Should you cook it or serve it raw? Are beets good for dogs, or just their owners? No topic in petdom is more debated than food. Which is why we love Pawbar

Janene Zakrajsek’s ancestors were carnivores. “I’m Slovenian,” says the co-owner, with husband Robert Gaudio, of Pussy & Pooch Pethouse and Pawbar (564 S. Main St., downtown, 213-438-0900; 4818 E. 2nd St., Long Beach). “My people were slayers, and so I eat a lot of meat.” Zakrajsek looks at a steak dinner as an evolutionary no-brainer. Not surprisingly she has similar thoughts about dinner for her Jack Russell, Jackson: “His ancestors never microwaved a rabbit after killing it, which is why we think kibble is the worst thing to feed him and raw food the best.” If you really want to go nuts, consider the various philosophies—all fiercely held—about dog food.

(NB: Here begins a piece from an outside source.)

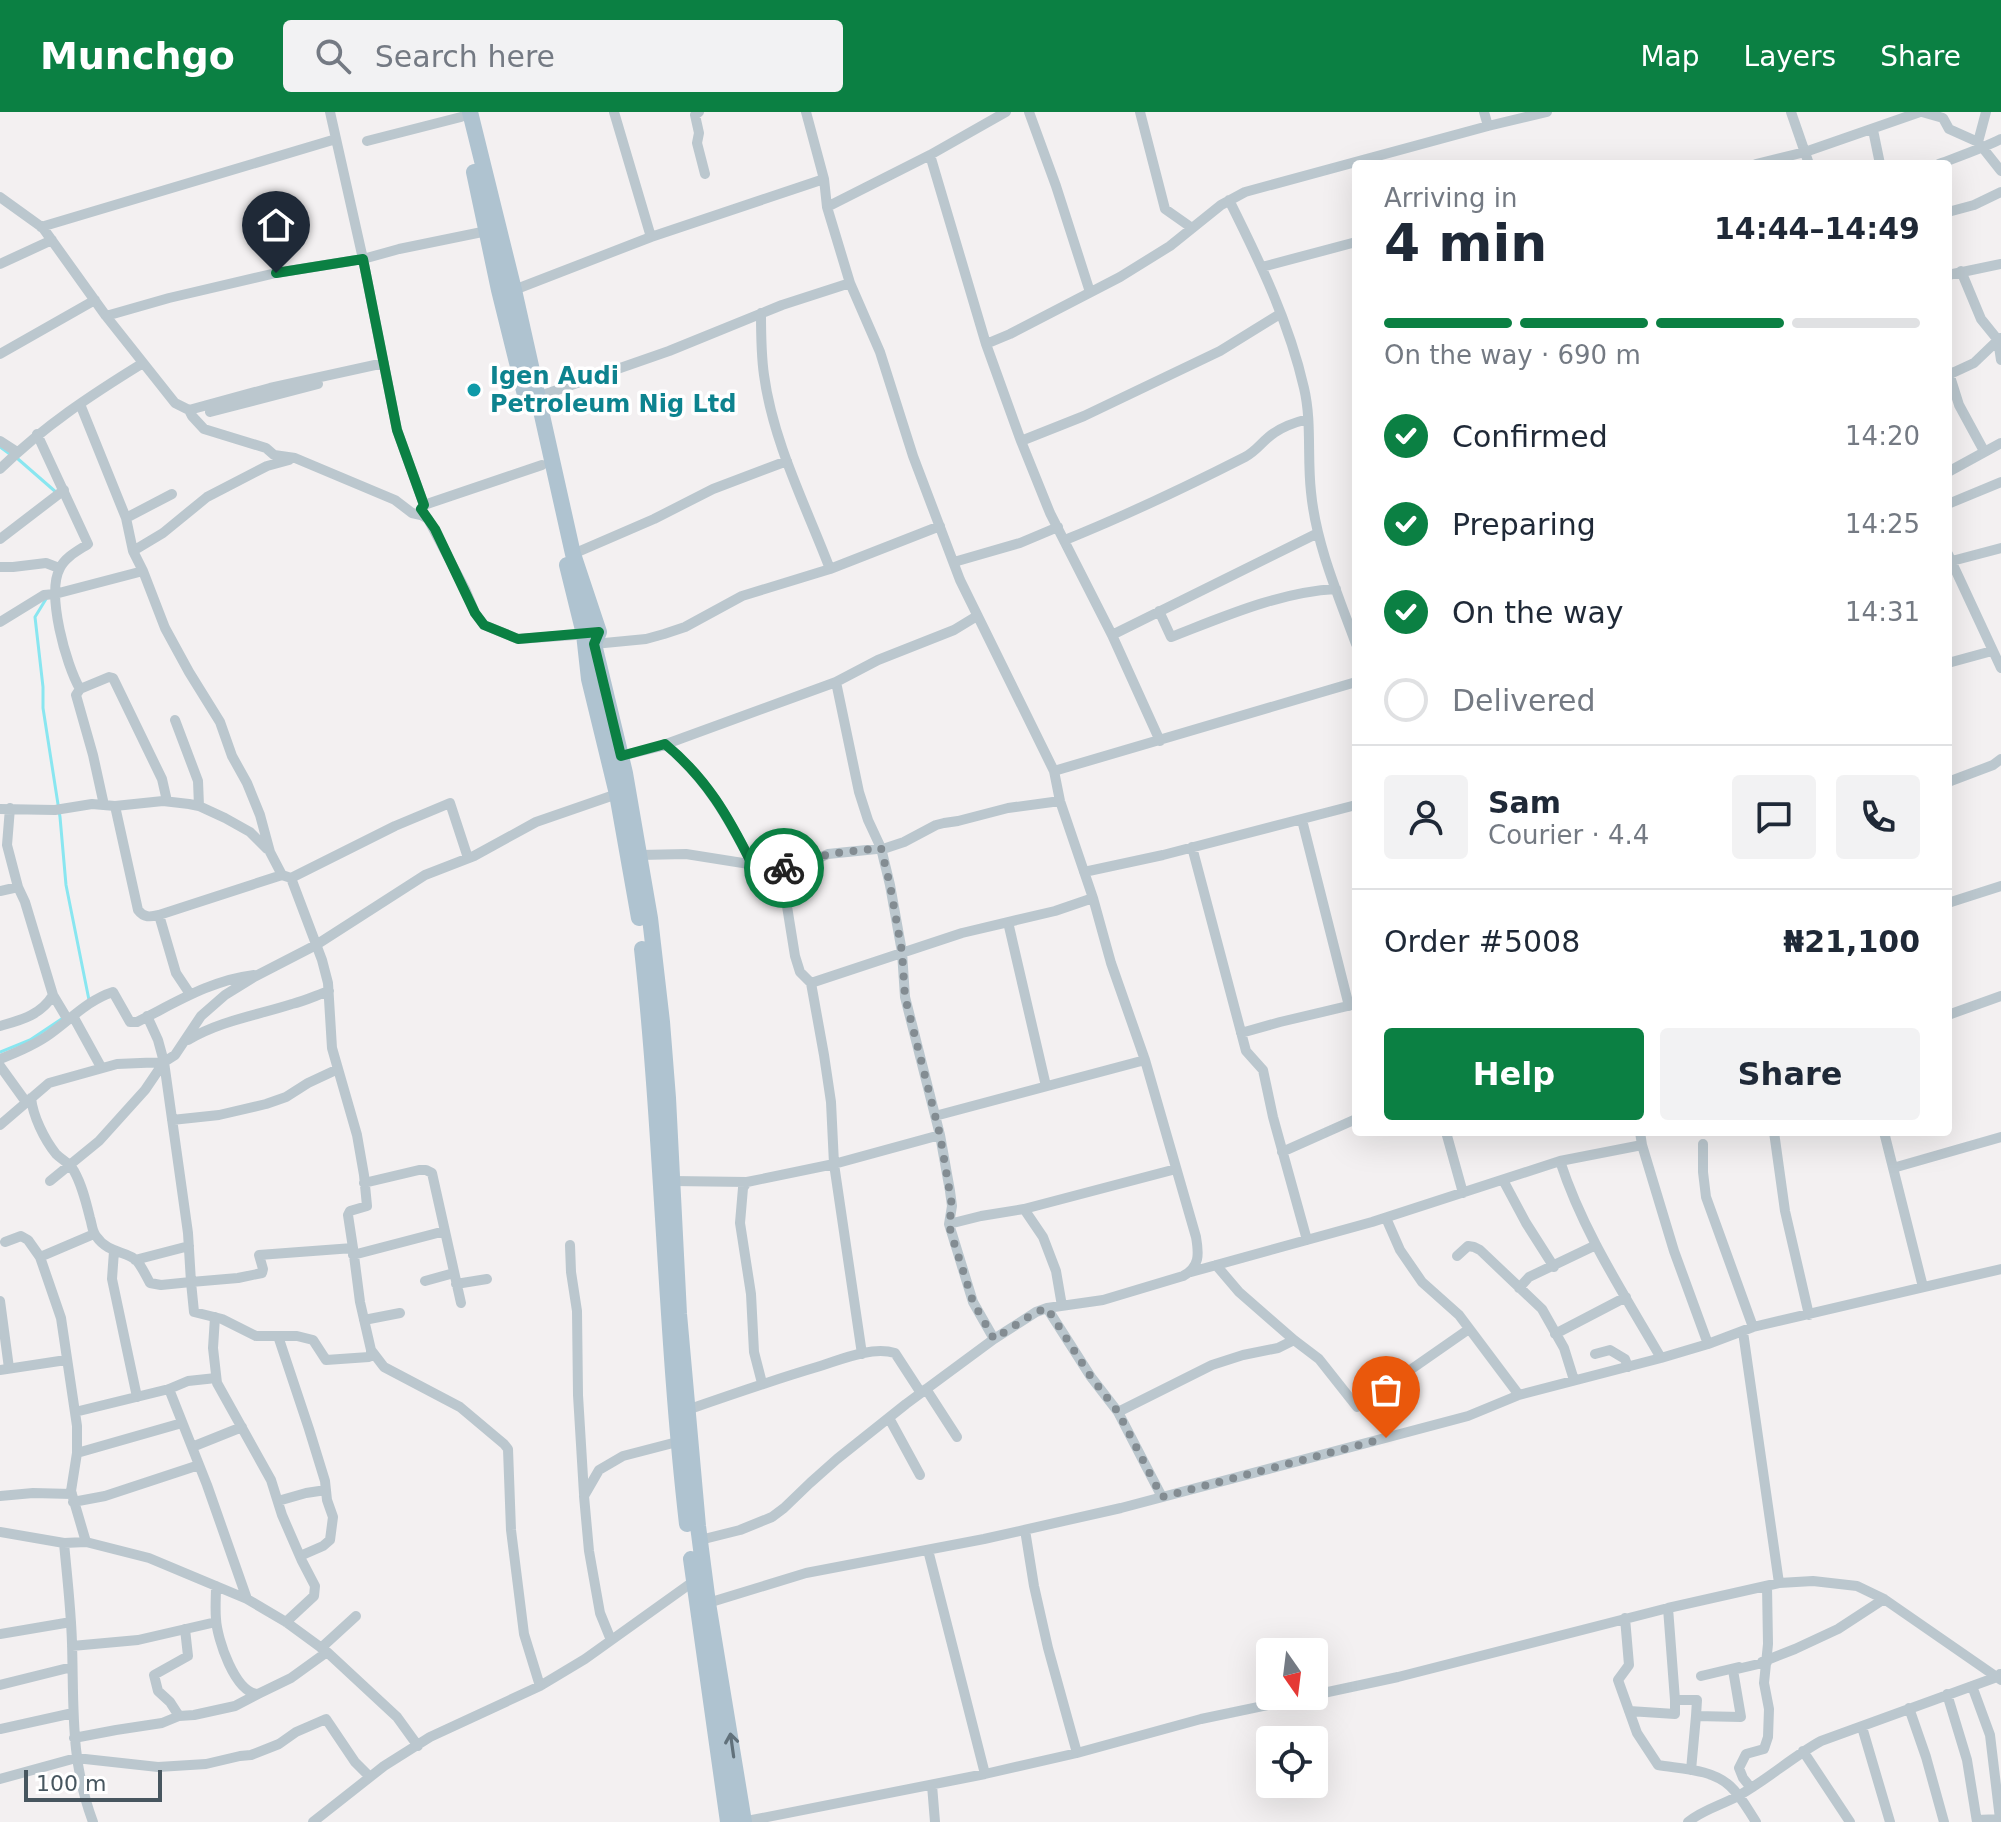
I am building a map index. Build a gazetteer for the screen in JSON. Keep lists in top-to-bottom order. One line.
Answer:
{"places":["Igen Audi Petroleum Nig Ltd"],"scale_bar":"100 m","north":"bottom","page":{"header":"Munchgo","search":"Search here","nav":["Map","Layers","Share"],"heading":["4 min","Arriving in","14:44–14:49"],"panel":["Sam","Courier · 4.4","Order #5008","₦21,100"],"bar":"On the way · 690 m","list":[["Confirmed","14:20"],["Preparing","14:25"],["On the way","14:31"],"Delivered"],"buttons":["Help","Share"],"scale":"100 m"}}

There’s organic, vegetarian, holistic, vegan, raw, and dehydrated. Kibble comes in blueberry, salmon, and beet flavors; there are soups, stews, yogurts, beers, and sushi. No long-range scientific studies exist that contrast the benefits of different diets. That, however, hasn’t stopped pet owners from arguing over the dinner bowl. Vegans believe that vegan kibble improves skin health. Raw food enthusiasts claim that cooked kibble is a biological disaster, and companies like Nestlé Purina PetCare assert that raw diets lack calcium and are potentially hazardous to an animal’s well-being. To introduce raw food to four-legged patrons, Zakrajsek and Gaudio decided to install a bar in their boutique. On the menu are raw burgers, raw soups, a bowl of raw meat and vegetables. Pawbar has turned out to be no different from a Hollywood nightclub. “Things get sloppier as the night progresses,” says Gaudio. “Water gets spilled, the place gets trashed, and humping does go on.” Fights break out; patrons get ejected. “We had a pit bull that tried to make a snack out of a Chihuahua one night,” says Zakrajsek. “It was quite unfortunate” but, technically, a proper raw meal.